Grand Slam singles results
- Australian Open: Q1 (2023)
- French Open: Q3 (2021)
- Wimbledon: Q1 (2022)
- US Open: Q1 (2022)

Doubles
- Career record: 0–0 (at ATP Tour level, Grand Slam level, and in Davis Cup)
- Career titles: 0
- Highest ranking: No. 513 (27 May 2019)

Grand Slam mixed doubles results
- French Open: 1R (2018)

= Evan Furness =

French tennis player (born 1998)

Evan Furness (born 13 August 1998) is a French inactive professional tennis player.
He has a career high ATP singles ranking of world No. 197, achieved on 2 October 2022. He also has a career high doubles ranking of No. 513, achieved on 27 May 2019. Furness has won one ATP Challenger and eight ITF singles titles.

==Career==

===2017: First win over Top 100 player===
In October 2017 he secured his first win over a top 100 player when he beat Marcos Baghdatis at the Eckental Challenger.

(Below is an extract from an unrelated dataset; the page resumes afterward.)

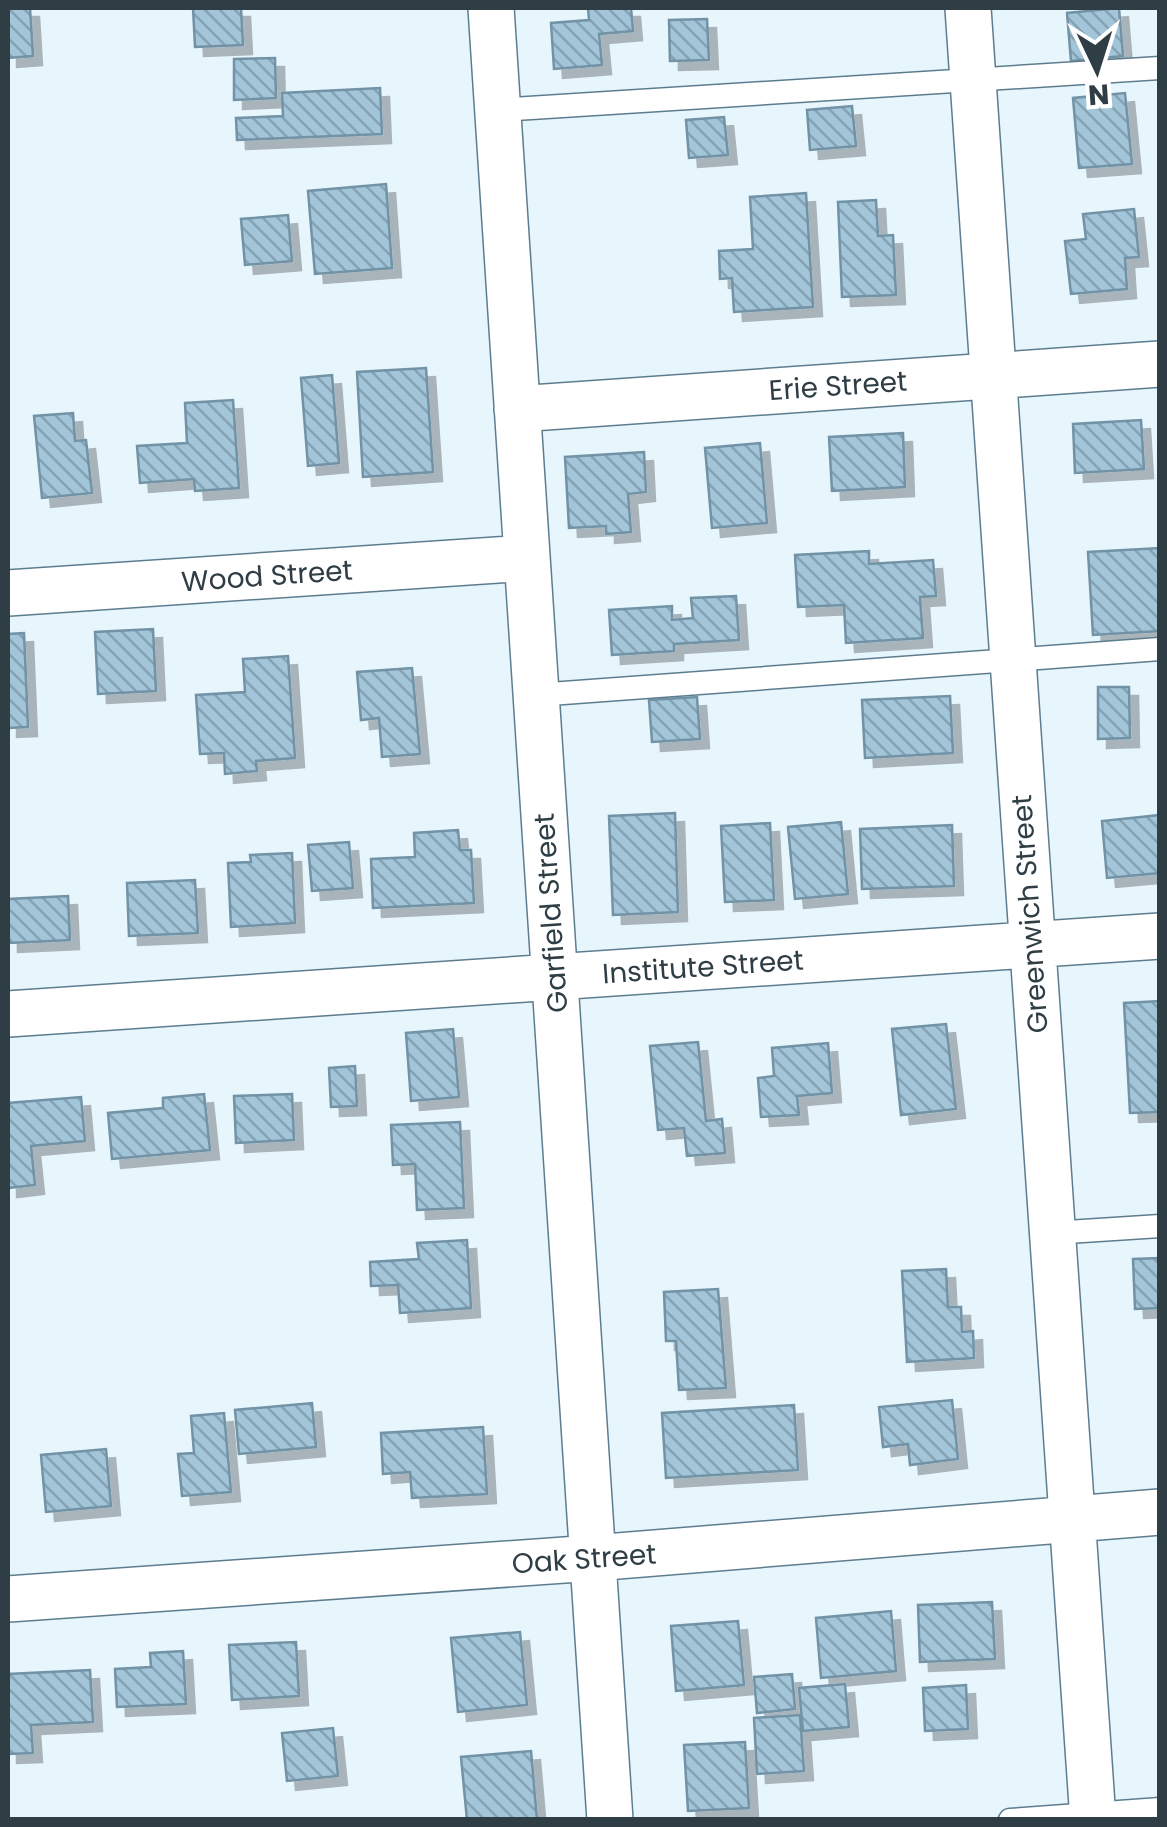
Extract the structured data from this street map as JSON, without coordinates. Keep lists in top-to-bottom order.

Furness reached 5 semifinals on the Futures Tour in 2017; at Poitiers, Gdynia, Troyes, Riga and Nottingham.

===2018: First title on the Futures Tour===
In March 2018 he won his first tournament on the Futures Tour. In Faro, he defeated David Guez in the final, winning in straight sets, In April 2018 he reached the semifinals of the Futures event in Porto but had to retire when one set apiece against Pedro Cachin with a calf injury.

He was awarded a wildcard to the French Open qualifying. He lost to Peđa Krstin. At the same tournament, Furness made his Grand Slam main draw debut, where he received a wildcard into the mixed doubles event, partnering Fiona Ferro.

===2022: First Challenger title, ATP Tour debut===
In April 2022, he won his first Challenger tournament, as a qualifier, at the Ostra Group Open, defeating Ryan Peniston in the final.

In September 2022, Furness made his debut on the ATP Tour at the 2022 Moselle Open in Metz, France entering the main draw as a qualifier and losing in the first round to Alexander Bublik.

==Personal life==

He was coached by his father Mark in Brittany before moving to the French Federation in Paris and he has a sister called Lucy. He plays guitar and knows how to open an oyster perfectly. He likes pigeons, Bob Dylan, girls with red hair and Larry le malicieux.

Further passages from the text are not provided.